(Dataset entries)
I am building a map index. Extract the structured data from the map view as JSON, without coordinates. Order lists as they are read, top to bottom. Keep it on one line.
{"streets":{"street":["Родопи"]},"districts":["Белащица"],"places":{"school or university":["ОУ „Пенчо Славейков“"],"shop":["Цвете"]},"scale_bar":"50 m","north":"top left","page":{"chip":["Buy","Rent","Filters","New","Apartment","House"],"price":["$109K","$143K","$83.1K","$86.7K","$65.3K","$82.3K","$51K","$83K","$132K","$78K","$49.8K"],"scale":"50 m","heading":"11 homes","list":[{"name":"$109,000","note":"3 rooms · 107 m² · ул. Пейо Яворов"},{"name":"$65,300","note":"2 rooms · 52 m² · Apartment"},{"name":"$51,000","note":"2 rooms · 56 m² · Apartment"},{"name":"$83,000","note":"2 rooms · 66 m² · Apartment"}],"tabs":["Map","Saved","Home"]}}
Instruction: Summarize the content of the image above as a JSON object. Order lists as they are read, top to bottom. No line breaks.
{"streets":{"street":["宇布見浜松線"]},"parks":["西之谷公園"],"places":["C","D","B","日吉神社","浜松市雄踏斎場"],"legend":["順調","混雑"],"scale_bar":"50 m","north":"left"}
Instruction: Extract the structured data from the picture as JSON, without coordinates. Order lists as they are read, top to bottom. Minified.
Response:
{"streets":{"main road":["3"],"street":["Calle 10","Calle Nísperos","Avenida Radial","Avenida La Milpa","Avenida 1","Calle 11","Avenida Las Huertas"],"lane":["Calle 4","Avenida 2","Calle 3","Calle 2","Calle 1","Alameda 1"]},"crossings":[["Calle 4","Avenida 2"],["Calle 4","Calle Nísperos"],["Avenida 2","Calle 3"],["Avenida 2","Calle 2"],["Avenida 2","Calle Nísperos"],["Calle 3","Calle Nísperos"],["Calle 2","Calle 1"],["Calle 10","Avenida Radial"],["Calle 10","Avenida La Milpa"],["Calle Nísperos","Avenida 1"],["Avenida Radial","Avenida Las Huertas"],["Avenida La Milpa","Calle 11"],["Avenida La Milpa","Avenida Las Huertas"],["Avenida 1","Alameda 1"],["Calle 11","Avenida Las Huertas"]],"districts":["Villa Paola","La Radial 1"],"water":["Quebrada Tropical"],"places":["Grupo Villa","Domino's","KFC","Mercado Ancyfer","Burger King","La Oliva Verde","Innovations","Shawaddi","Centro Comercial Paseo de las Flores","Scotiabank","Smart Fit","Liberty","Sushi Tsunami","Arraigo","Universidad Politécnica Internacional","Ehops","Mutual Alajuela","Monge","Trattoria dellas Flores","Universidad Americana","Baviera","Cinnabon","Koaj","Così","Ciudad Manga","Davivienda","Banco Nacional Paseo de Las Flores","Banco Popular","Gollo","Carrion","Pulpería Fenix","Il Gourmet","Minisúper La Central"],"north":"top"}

**Task item:** Transcribe the data above in its entirety, exactly.

**Response below:**
I am building a map index. Extract the structured data from the map view as JSON, without coordinates. Order lists as they are read, top to bottom. Keep it on one line.
{"streets":{"street":["Родопи"]},"districts":["Белащица"],"places":{"school or university":["ОУ „Пенчо Славейков“"],"shop":["Цвете"]},"scale_bar":"50 m","north":"top left","page":{"chip":["Buy","Rent","Filters","New","Apartment","House"],"price":["$109K","$143K","$83.1K","$86.7K","$65.3K","$82.3K","$51K","$83K","$132K","$78K","$49.8K"],"scale":"50 m","heading":"11 homes","list":[{"name":"$109,000","note":"3 rooms · 107 m² · ул. Пейо Яворов"},{"name":"$65,300","note":"2 rooms · 52 m² · Apartment"},{"name":"$51,000","note":"2 rooms · 56 m² · Apartment"},{"name":"$83,000","note":"2 rooms · 66 m² · Apartment"}],"tabs":["Map","Saved","Home"]}}
Instruction: Summarize the content of the image above as a JSON object. Order lists as they are read, top to bottom. No line breaks.
{"streets":{"street":["宇布見浜松線"]},"parks":["西之谷公園"],"places":["C","D","B","日吉神社","浜松市雄踏斎場"],"legend":["順調","混雑"],"scale_bar":"50 m","north":"left"}
Instruction: Extract the structured data from the picture as JSON, without coordinates. Order lists as they are read, top to bottom. Minified.
Response:
{"streets":{"main road":["3"],"street":["Calle 10","Calle Nísperos","Avenida Radial","Avenida La Milpa","Avenida 1","Calle 11","Avenida Las Huertas"],"lane":["Calle 4","Avenida 2","Calle 3","Calle 2","Calle 1","Alameda 1"]},"crossings":[["Calle 4","Avenida 2"],["Calle 4","Calle Nísperos"],["Avenida 2","Calle 3"],["Avenida 2","Calle 2"],["Avenida 2","Calle Nísperos"],["Calle 3","Calle Nísperos"],["Calle 2","Calle 1"],["Calle 10","Avenida Radial"],["Calle 10","Avenida La Milpa"],["Calle Nísperos","Avenida 1"],["Avenida Radial","Avenida Las Huertas"],["Avenida La Milpa","Calle 11"],["Avenida La Milpa","Avenida Las Huertas"],["Avenida 1","Alameda 1"],["Calle 11","Avenida Las Huertas"]],"districts":["Villa Paola","La Radial 1"],"water":["Quebrada Tropical"],"places":["Grupo Villa","Domino's","KFC","Mercado Ancyfer","Burger King","La Oliva Verde","Innovations","Shawaddi","Centro Comercial Paseo de las Flores","Scotiabank","Smart Fit","Liberty","Sushi Tsunami","Arraigo","Universidad Politécnica Internacional","Ehops","Mutual Alajuela","Monge","Trattoria dellas Flores","Universidad Americana","Baviera","Cinnabon","Koaj","Così","Ciudad Manga","Davivienda","Banco Nacional Paseo de Las Flores","Banco Popular","Gollo","Carrion","Pulpería Fenix","Il Gourmet","Minisúper La Central"],"north":"top"}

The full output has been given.